The rest of the story, however, wasn't my cup of tea.  This is less an adventure tale (although there are spurts of action) then a contemplation on two women of very different backgrounds trying to navigate their lives and figure out if they can ever make a relationship work in the "real world."  I would have been perfectly fine with that if it had felt like the story was going anywhere.  Although some of the initial setup caught my attention (Olsa, for instance, is thief who is constantly thwarted when she tries to ply her trade because she is recognized everywhere she goes as a Hero), the momentum quickly sputtered out.

That in part has to do with the structure, which flashed back and forth between "present day" Olsa and Kalanthe and "before," when they were traveling on their quest. The "before" parts showed the development of their relationship, but didn't feel like it was adding anything truly necessary to the tale. In the "after" sections, the two main characters go about their separate lives until a disaster occurs in the last third of the book.  Kalanthe is busy meeting a future husband, and Olsa is recruited by a mage to deal with leftover business from the Quest - time that is mostly spent on the road discussing Olsa's future. In both cases, the problems Kalanthe and Olsa are having are solved by other people making incredibly generous offers, resulting in little character growth.  By the time the two women were reunited, I didn't particularly care where the relationship was going.  There simply weren't enough stakes in this books, personal or otherwise.

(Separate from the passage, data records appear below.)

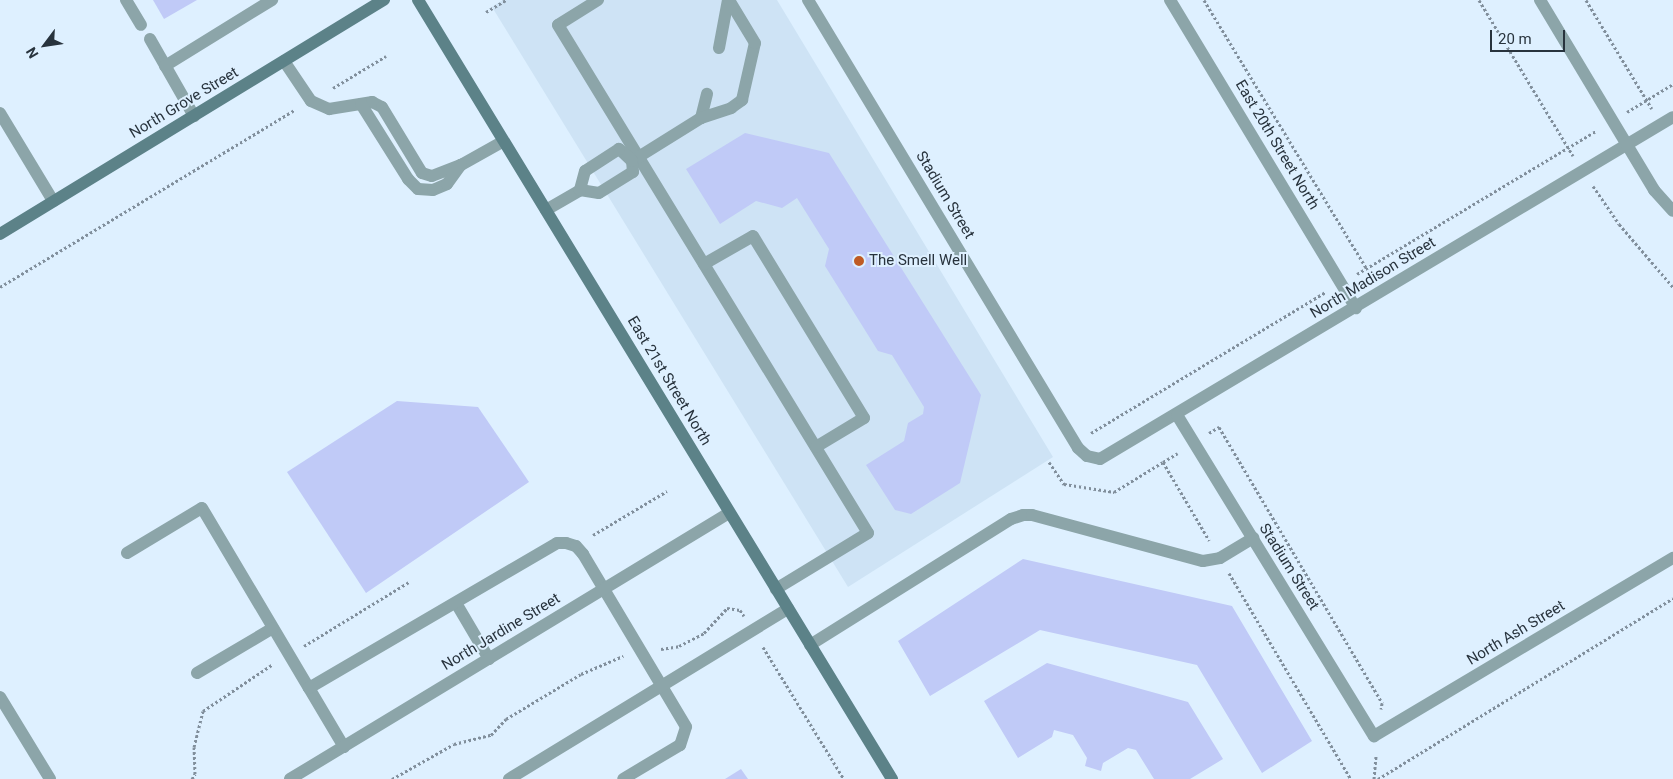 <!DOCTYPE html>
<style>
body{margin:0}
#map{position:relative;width:1673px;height:779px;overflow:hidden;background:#def0ff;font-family:Roboto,sans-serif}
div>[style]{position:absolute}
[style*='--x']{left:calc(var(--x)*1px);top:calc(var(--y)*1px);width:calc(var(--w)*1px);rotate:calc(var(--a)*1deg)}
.built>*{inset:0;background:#cee3f5}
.building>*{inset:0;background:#c0caf7}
.path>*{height:3px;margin-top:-1.5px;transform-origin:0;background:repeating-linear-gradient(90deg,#818f9c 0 2.5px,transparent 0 5px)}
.lane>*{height:12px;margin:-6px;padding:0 6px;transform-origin:6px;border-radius:6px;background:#8ca5a9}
.street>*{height:12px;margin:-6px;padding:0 6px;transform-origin:6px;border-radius:6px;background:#8ca5a9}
.secondary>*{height:12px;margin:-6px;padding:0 6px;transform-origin:6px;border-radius:6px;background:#5c8288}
.dots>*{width:14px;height:14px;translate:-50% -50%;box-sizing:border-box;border:2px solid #def0ff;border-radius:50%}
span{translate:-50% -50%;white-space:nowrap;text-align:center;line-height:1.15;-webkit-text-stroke:4px #def0ff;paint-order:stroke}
.street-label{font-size:15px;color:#28333d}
.poi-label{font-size:15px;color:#28333d}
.left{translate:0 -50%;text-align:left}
.north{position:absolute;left:20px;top:20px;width:50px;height:50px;-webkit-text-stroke:4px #def0ff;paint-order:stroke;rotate:239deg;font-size:14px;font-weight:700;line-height:20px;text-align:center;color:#28333d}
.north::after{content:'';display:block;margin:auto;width:18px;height:22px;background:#28333d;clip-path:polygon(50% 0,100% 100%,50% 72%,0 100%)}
.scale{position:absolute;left:1490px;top:30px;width:75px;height:22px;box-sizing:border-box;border:2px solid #28333d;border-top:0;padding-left:6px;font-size:15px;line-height:18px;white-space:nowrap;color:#28333d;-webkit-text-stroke:4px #def0ff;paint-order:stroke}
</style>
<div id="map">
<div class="built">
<div style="clip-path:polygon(503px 0,777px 0,1053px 457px,848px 587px,492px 7px)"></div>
</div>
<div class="building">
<div style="clip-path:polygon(153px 0,197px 0,164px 19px)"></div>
<div style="clip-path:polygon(745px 133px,829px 153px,981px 395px,960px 483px,911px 514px,895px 510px,866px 465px,904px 441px,908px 423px,923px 414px,924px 407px,892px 355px,878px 351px,825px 266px,829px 249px,797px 198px,782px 208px,756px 201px,720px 224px,686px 169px)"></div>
<div style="clip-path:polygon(397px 401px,478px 407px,529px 482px,366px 593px,287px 472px)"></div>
<div style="clip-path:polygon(1023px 559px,1232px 606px,1312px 741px,1262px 773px,1197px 665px,1040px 630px,930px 696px,898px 641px)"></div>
<div style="clip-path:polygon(1047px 663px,1188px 702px,1223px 759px,1190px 779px,1154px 779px,1136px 750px,1128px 748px,1103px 763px,1101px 771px,1085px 766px,1087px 758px,1073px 735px,1054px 730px,1052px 737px,1018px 758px,984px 701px)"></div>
<div style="clip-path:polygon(741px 769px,748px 779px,725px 779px)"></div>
</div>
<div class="path">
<div style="--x:1204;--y:0;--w:313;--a:58.8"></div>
<div style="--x:1479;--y:0;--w:182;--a:58.9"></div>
<div style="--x:1586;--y:0;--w:127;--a:58.8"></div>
<div style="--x:486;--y:12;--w:23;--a:-31"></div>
<div style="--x:333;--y:88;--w:62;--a:-31.1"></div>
<div style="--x:1627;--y:112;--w:54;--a:-31.3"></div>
<div style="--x:1593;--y:186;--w:46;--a:55.6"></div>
<div style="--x:1619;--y:224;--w:83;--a:49.4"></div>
<div style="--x:1357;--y:274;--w:279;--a:-30.9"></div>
<div style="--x:0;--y:287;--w:344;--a:-31"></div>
<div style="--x:1091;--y:433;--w:274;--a:-31"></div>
<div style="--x:1209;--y:433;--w:12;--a:-31"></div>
<div style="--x:1219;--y:427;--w:321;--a:59.4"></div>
<div style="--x:1382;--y:703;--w:6;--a:99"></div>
<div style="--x:1049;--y:462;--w:27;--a:56"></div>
<div style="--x:1064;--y:484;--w:51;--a:9.1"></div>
<div style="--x:1114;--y:492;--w:57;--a:-31.5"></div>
<div style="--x:1163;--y:462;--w:91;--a:59.5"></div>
<div style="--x:1163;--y:462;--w:17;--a:-31"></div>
<div style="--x:593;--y:535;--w:86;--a:-30.7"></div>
<div style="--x:1229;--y:573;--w:239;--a:59.4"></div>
<div style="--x:304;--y:646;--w:123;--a:-31.4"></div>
<div style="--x:763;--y:647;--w:155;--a:58.5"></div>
<div style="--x:661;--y:649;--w:18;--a:-9"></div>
<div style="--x:679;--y:646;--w:28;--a:-27"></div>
<div style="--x:704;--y:633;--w:34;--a:-47"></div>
<div style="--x:727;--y:608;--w:13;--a:9"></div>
<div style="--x:740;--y:610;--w:7;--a:56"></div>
<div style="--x:192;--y:779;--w:6;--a:-59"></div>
<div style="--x:195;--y:774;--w:27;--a:-92"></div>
<div style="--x:194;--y:747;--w:37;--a:-76"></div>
<div style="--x:203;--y:711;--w:84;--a:-33.9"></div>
<div style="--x:392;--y:779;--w:71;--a:-29.4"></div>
<div style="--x:454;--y:744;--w:38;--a:-14"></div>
<div style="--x:491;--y:735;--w:22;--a:-47"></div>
<div style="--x:506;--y:719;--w:87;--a:-31"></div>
<div style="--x:581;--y:674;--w:46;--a:-23.2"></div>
<div style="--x:1374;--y:779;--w:24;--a:-85"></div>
<div style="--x:1378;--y:779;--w:346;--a:-31.5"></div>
</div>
<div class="lane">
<div style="--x:126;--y:0;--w:29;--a:59"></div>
<div style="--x:598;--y:0;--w:47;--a:148"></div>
<div style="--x:558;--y:25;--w:595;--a:58.61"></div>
<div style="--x:868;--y:533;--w:108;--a:148.7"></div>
<div style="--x:150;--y:39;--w:89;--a:60.3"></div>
<div style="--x:719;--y:48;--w:49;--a:-79.4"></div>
<div style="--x:284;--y:61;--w:48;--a:56"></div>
<div style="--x:311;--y:101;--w:20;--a:24"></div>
<div style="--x:329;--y:109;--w:44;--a:-9.2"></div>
<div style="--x:372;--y:102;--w:11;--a:27"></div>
<div style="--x:382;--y:107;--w:77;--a:58.8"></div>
<div style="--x:422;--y:173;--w:10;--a:17"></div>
<div style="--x:432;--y:176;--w:31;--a:-21"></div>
<div style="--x:461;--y:165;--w:47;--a:-29.3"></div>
<div style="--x:165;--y:66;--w:126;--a:-31.7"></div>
<div style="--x:361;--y:104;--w:89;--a:57.9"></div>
<div style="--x:408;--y:179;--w:14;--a:45"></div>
<div style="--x:418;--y:189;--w:15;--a:4"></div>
<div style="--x:433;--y:190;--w:15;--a:-23"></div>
<div style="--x:447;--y:184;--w:24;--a:-54"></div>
<div style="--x:701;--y:118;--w:25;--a:-76"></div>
<div style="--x:632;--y:161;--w:81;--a:-31.9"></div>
<div style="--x:701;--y:118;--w:32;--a:-18"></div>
<div style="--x:731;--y:108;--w:14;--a:-36"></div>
<div style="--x:742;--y:100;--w:58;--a:-77.2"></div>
<div style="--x:755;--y:43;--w:50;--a:-121.2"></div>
<div style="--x:546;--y:210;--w:39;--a:-30"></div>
<div style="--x:580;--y:190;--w:19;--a:9"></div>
<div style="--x:599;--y:193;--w:40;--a:-32"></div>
<div style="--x:633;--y:172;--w:11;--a:-95"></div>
<div style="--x:632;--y:161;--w:18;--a:-137"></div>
<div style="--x:619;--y:149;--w:40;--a:147.1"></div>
<div style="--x:585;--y:171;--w:20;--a:105"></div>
<div style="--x:704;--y:264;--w:56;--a:-29.7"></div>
<div style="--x:753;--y:236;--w:213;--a:58.6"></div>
<div style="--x:864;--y:418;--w:56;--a:148.9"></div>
<div style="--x:127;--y:553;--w:87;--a:-31"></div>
<div style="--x:202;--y:508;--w:209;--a:59.3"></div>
<div style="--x:456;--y:603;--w:65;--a:59.5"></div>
<div style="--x:810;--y:645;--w:237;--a:-32.1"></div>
<div style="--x:1011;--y:519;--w:13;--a:-18"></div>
<div style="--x:1023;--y:515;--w:9;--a:0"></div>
<div style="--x:1032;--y:515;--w:177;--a:15.1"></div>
<div style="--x:1203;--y:561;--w:17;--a:-10"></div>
<div style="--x:1220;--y:558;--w:39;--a:-31"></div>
<div style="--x:197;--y:673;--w:88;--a:-30.6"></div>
<div style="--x:0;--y:697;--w:96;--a:58.6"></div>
<div style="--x:344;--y:747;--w:69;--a:-120.7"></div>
<div style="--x:309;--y:688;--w:287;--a:-30.3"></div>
<div style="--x:557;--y:543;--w:9;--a:0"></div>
<div style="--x:566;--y:543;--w:10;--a:17"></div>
<div style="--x:576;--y:546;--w:11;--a:49"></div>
<div style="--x:583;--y:554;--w:201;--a:59.2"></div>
<div style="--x:686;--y:727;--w:19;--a:108"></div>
<div style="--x:680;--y:745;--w:66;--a:149.2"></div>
</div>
<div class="street">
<div style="--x:808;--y:0;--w:523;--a:58.92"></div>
<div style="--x:1078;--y:448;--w:12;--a:42"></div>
<div style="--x:1087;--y:456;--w:13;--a:13"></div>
<div style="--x:1100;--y:459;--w:667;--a:-30.83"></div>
<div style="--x:1170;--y:0;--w:360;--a:58.9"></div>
<div style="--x:1540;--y:0;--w:222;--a:59"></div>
<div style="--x:1654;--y:190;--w:28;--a:48"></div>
<div style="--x:0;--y:113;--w:103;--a:58.9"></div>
<div style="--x:1177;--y:415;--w:377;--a:58.5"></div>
<div style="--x:1374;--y:736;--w:348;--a:-30.8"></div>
<div style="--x:290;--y:779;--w:513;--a:-31.21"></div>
<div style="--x:509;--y:779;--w:327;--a:-31.4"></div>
</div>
<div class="secondary">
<div style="--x:418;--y:0;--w:912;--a:58.68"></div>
<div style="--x:0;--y:234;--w:450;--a:-31.4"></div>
</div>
<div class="dots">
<div style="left:859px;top:261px;background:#bf5b24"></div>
</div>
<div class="street-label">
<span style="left:184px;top:103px;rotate:-31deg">North Grove Street</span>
<span style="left:1277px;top:145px;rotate:59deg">East 20th Street North</span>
<span style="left:945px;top:195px;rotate:59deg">Stadium Street</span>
<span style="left:1373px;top:278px;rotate:-31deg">North Madison Street</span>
<span style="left:669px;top:381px;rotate:59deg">East 21st Street North</span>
<span style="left:1289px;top:567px;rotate:58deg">Stadium Street</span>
<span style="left:501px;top:632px;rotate:-31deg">North Jardine Street</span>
<span style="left:1516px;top:633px;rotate:-31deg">North Ash Street</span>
</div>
<div class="poi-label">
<span class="left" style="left:869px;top:261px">The Smell Well</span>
</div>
<div class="north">N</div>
<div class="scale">20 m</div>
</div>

All-in-all, this may prove a swoon-worthy read for some, but didn't click with me.  I really appreciated the society that the author created and some of the initial setup, but there wasn't enough drive here to make me truly want to see the story through.  What few complications were thrown in the path of the romance are swept aside with very handy deus ex machinas, without either of the characters really having to really dig in to overcome the obstacles.   Unfortunately, this is a rare read I just can't recommend.